Before I finish this newsletter off with a bang, I wanted to highlight a dish that I somehow ate all week, but never got a picture of. Congee is a savory rice porridge that is typically eaten for breakfast or for a snack. I found a recipe on Omnivorescookbook.com that used the Instant Pot. Rather than chicken, I added a pound of grass fed ground meat that I had mixed with some soy sauce and corn starch. Considering how much I love rice, it’s shocking that I hadn’t tried this before. Warm, filling, and comforting, congee is a dish that will be going in my forever rotation.

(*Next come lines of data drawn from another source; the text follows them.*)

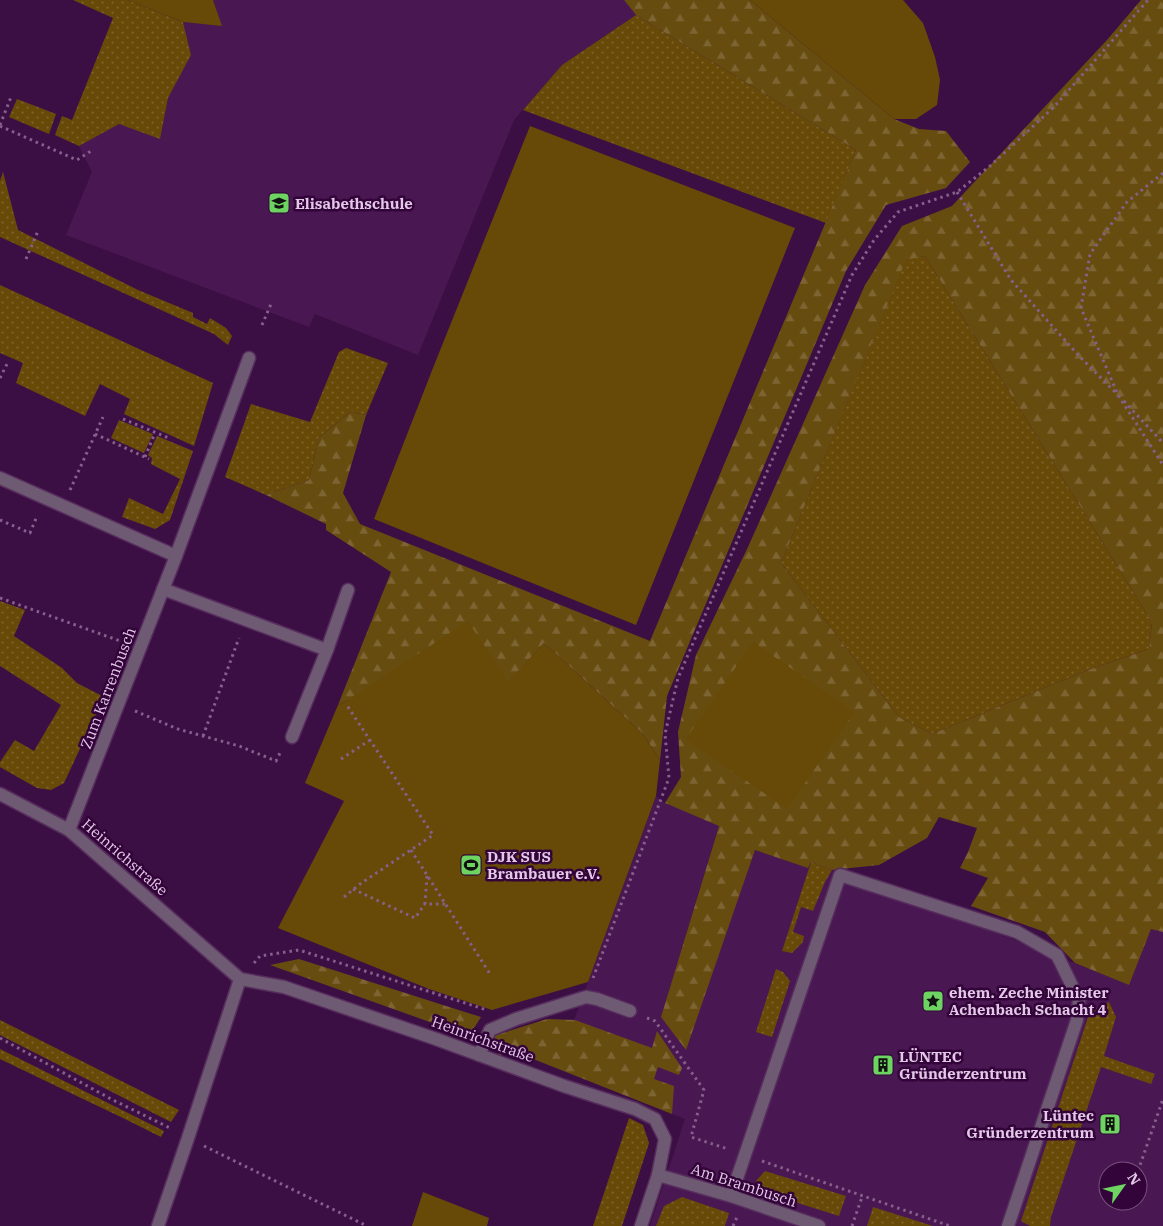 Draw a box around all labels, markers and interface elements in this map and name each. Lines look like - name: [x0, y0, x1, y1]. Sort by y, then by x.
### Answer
- school or university icon: Elisabethschule: [267, 191, 291, 215]
- place label: Elisabethschule: [295, 194, 413, 213]
- street label: Zum Karrenbusch: [76, 625, 140, 751]
- street label: Heinrichstraße: [78, 815, 172, 899]
- place label: DJK SUS Brambauer e.V.: [487, 847, 600, 883]
- sports icon: DJK SUS Brambauer e.V.: [459, 853, 483, 877]
- place label: ehem. Zeche Minister Achenbach Schacht 4: [949, 983, 1109, 1019]
- place icon: ehem. Zeche Minister Achenbach Schacht 4: [921, 989, 945, 1013]
- street label: Heinrichstraße: [429, 1012, 537, 1066]
- place label: LÜNTEC Gründerzentrum: [899, 1047, 1027, 1083]
- building icon: LÜNTEC Gründerzentrum: [871, 1053, 895, 1077]
- place label: Lüntec Gründerzentrum: [966, 1106, 1094, 1142]
- building icon: Lüntec Gründerzentrum: [1098, 1112, 1122, 1136]
- street label: Am Brambusch: [689, 1159, 799, 1211]
- north arrow: [1098, 1161, 1148, 1211]
- text: N: [1123, 1169, 1144, 1188] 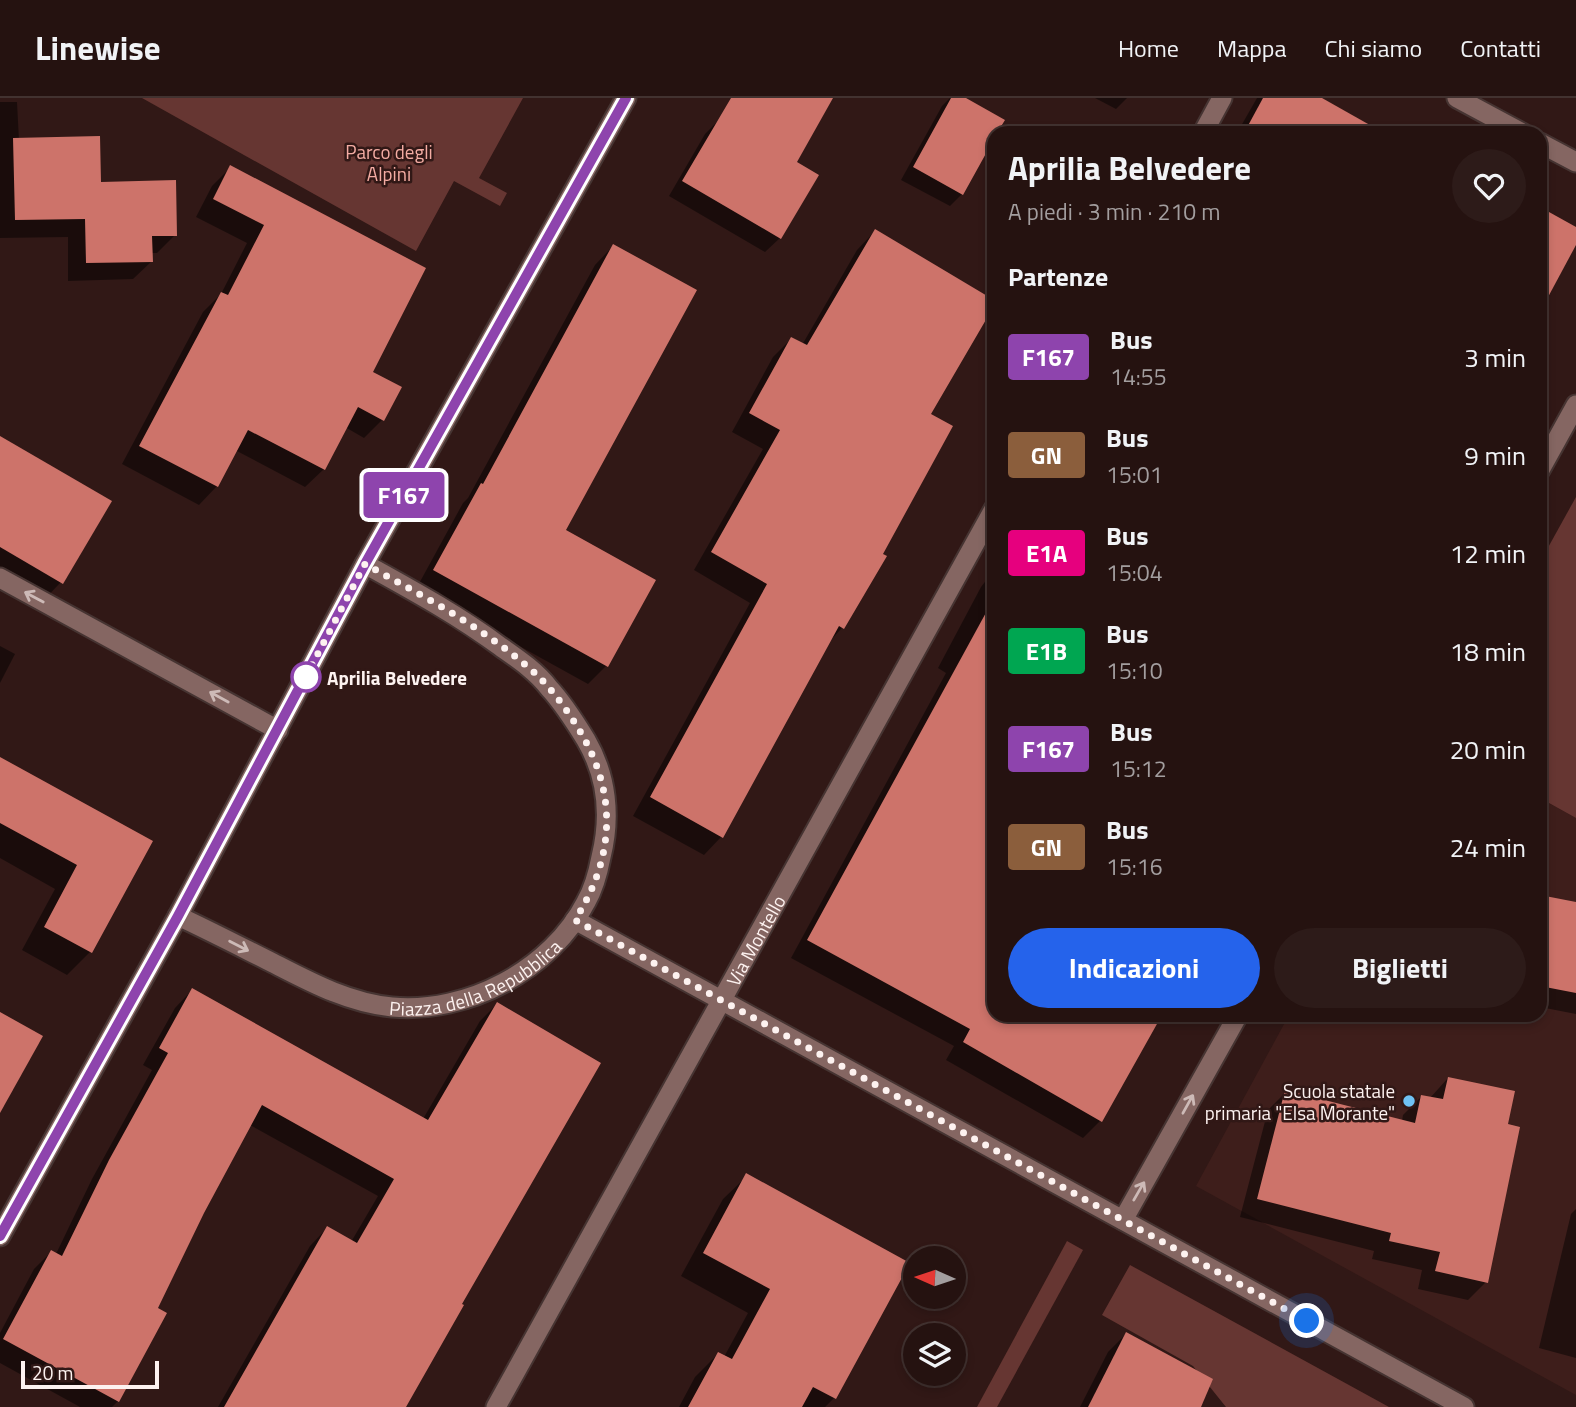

Finally we come to the end of the week and the city of Hong Kong. While Hong Kong is not officially part of Guangdong province, it is culturally Cantonese. Hong Kong was a British colony 1882 to 1997 and remains a center of international trade and cultural exchange, today operating as a Special Administrative Region. The city is famous for Dim Sum and the style of eating known as Yum Cha, or Drink Tea. Of all of the dishes I was excited to explore this week, having a weekend Yum Cha brunch was at the top of the list. The process took two days, as I made the radish cakes and fillings the day before, leaving the doughs and actually cooking everything for Sunday morning. Overall, I’m pleased with the way everything turned out. I was a bit over ambitious and abandoned making the Har Gow (shrimp dumplings) when I realized I was running out of time. Everything else made it to the table. I present Siu Mai formed into roses, Lo Bak Go (radish cakes with Chinese sausage, mushrooms, and dried shrimp), and Char Siu Bao. The bao were a touch under proofed, so chewier than I would prefer, but still tasty and a lesson learned on giving myself a little more time than I think I need.
Most of what I made toward the end of the week came from the Mooncakes and Milk Bread cookbook. Of all of the resources I’ve watched or learned from this week, I highly recommend this book. It’s wonderful if you have any interest in Chinese baking and pastry.